In line with the results obtained for the objective SCORAD, the clinical efficacy of EPO could also be confirmed for the total SCORAD. The mean total SCORAD showed a time-dependent reduction with a statistically significant decrease after 4 (P = 0.019) and 12 weeks (P = 0.001), respectively. Results of all individual SCORAD parameters are illustrated in Table 1.

In the ITT population, the plasma levels of both GLA and DGLA showed a significant increase over the study period (Fig. 2; Supplemental Table 1 in the Electronic Supplementary Material). This increase was most evident from baseline to week 4, with no relevant further increase to week 12. For the PP population, it could be shown that the reduction of the objective SCORAD was inversely correlated with the increase in plasma GLA (Fig. 3). In the ITT population, the correlation of the objective SCORAD and plasma GLA was not significant (data not shown) For DGLA, no significant correlation could be demonstrated (P = 0.36; data not shown).

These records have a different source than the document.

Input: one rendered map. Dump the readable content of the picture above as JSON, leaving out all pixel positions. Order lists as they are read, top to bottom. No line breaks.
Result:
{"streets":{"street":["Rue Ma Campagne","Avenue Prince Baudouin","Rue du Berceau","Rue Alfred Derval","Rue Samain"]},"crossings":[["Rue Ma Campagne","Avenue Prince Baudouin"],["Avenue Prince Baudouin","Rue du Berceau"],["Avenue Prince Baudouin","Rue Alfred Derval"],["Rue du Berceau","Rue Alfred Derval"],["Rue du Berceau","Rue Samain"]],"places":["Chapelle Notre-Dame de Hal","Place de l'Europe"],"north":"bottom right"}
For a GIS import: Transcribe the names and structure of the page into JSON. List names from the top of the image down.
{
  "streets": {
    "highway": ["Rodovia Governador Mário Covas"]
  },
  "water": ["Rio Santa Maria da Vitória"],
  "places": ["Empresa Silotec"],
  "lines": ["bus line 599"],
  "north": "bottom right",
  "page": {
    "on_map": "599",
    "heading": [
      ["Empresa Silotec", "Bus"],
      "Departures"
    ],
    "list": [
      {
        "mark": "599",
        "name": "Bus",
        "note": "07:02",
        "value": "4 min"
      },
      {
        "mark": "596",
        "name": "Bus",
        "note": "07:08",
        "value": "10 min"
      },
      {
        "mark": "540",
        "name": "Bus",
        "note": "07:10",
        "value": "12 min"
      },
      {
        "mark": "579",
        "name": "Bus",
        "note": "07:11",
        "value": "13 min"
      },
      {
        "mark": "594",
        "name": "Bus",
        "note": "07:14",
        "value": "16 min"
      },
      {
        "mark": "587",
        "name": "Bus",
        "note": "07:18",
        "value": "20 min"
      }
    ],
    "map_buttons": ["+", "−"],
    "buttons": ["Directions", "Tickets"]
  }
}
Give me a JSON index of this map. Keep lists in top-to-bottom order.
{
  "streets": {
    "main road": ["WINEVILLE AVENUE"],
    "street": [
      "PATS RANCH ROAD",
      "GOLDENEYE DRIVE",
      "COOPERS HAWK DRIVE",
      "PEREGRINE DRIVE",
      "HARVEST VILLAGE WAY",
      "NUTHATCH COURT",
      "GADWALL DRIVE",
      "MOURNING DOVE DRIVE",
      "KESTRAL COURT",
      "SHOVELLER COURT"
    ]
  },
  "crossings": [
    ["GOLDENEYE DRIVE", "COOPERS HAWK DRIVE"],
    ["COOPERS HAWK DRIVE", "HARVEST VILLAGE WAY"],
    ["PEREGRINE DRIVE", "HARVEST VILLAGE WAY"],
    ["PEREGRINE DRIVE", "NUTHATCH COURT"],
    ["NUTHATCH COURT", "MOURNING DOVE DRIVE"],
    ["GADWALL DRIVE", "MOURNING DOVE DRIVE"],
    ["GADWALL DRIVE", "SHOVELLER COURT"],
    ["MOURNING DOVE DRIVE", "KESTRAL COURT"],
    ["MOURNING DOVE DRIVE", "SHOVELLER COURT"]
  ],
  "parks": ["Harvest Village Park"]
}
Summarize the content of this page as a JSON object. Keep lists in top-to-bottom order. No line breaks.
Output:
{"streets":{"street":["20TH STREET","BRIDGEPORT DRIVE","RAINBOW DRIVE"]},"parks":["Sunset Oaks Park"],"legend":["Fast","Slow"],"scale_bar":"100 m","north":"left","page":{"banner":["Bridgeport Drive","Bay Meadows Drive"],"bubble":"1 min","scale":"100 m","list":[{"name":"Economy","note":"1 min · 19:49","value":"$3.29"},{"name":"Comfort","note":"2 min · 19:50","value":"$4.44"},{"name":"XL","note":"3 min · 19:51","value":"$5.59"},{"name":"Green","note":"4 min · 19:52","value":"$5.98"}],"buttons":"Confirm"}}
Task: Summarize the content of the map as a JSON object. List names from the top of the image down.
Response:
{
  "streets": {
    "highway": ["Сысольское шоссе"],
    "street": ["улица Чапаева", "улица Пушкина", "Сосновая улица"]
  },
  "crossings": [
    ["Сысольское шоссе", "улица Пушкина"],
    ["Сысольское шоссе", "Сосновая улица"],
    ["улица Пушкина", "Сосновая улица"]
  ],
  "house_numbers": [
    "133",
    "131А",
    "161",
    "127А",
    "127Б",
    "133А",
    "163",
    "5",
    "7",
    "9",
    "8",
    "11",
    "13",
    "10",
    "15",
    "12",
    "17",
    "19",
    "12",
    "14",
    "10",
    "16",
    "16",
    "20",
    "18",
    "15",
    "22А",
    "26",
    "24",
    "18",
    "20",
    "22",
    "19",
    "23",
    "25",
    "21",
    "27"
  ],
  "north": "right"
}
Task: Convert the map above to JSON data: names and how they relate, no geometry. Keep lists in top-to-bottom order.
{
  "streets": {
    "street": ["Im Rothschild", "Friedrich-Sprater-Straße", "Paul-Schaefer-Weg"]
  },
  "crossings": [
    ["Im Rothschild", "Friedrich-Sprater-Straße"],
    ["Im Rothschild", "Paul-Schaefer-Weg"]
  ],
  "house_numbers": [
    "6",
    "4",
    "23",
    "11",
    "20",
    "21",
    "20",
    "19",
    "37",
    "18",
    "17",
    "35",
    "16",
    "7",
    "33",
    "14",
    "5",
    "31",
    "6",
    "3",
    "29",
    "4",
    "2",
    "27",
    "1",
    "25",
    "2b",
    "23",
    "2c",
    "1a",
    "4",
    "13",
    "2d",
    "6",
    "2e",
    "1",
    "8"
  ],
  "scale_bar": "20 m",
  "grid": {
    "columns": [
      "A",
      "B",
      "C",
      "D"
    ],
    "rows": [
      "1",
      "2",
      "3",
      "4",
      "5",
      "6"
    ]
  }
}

While EPO represents a long-term basic therapy for AD, the usage of concomitant treatment options reflects the usual practice. Patients were allowed to use the provided rescue medication (prednicarbate cream and hydroxyzine syrup), for example, in cases of severe itching. The influence of the co-medication was evaluated in the ITT population (n = 21). During the study, rescue medication was used by the majority of patients (71.4%). A total of nine patients used hydroxyzine (syrup, 10–50 mg orally). Twelve patients used prednicarbate (cream, 0.25% topically) as rescue medication. Six of these patients used both rescue medications. The treatment duration and dosage regimens varied quite differently in both rescue medications (Table 2). However, the patient groups relying on rescue medication did not show any significant difference regarding the improvement of the objective SCORAD compared to the group without usage of concomitant anti-pruritic medication (P = 0.20 and P = 0.89, respectively).

During the study, 26 AEs were recorded in 13 patients. No serious AEs occurred. Only five AEs were assessed to be related to the study drug (tiredness, impaired concentration, diarrhea, abdominal cramps, and pruritus). No clinically relevant abnormalities of safety laboratory parameters or vital signs were noticed.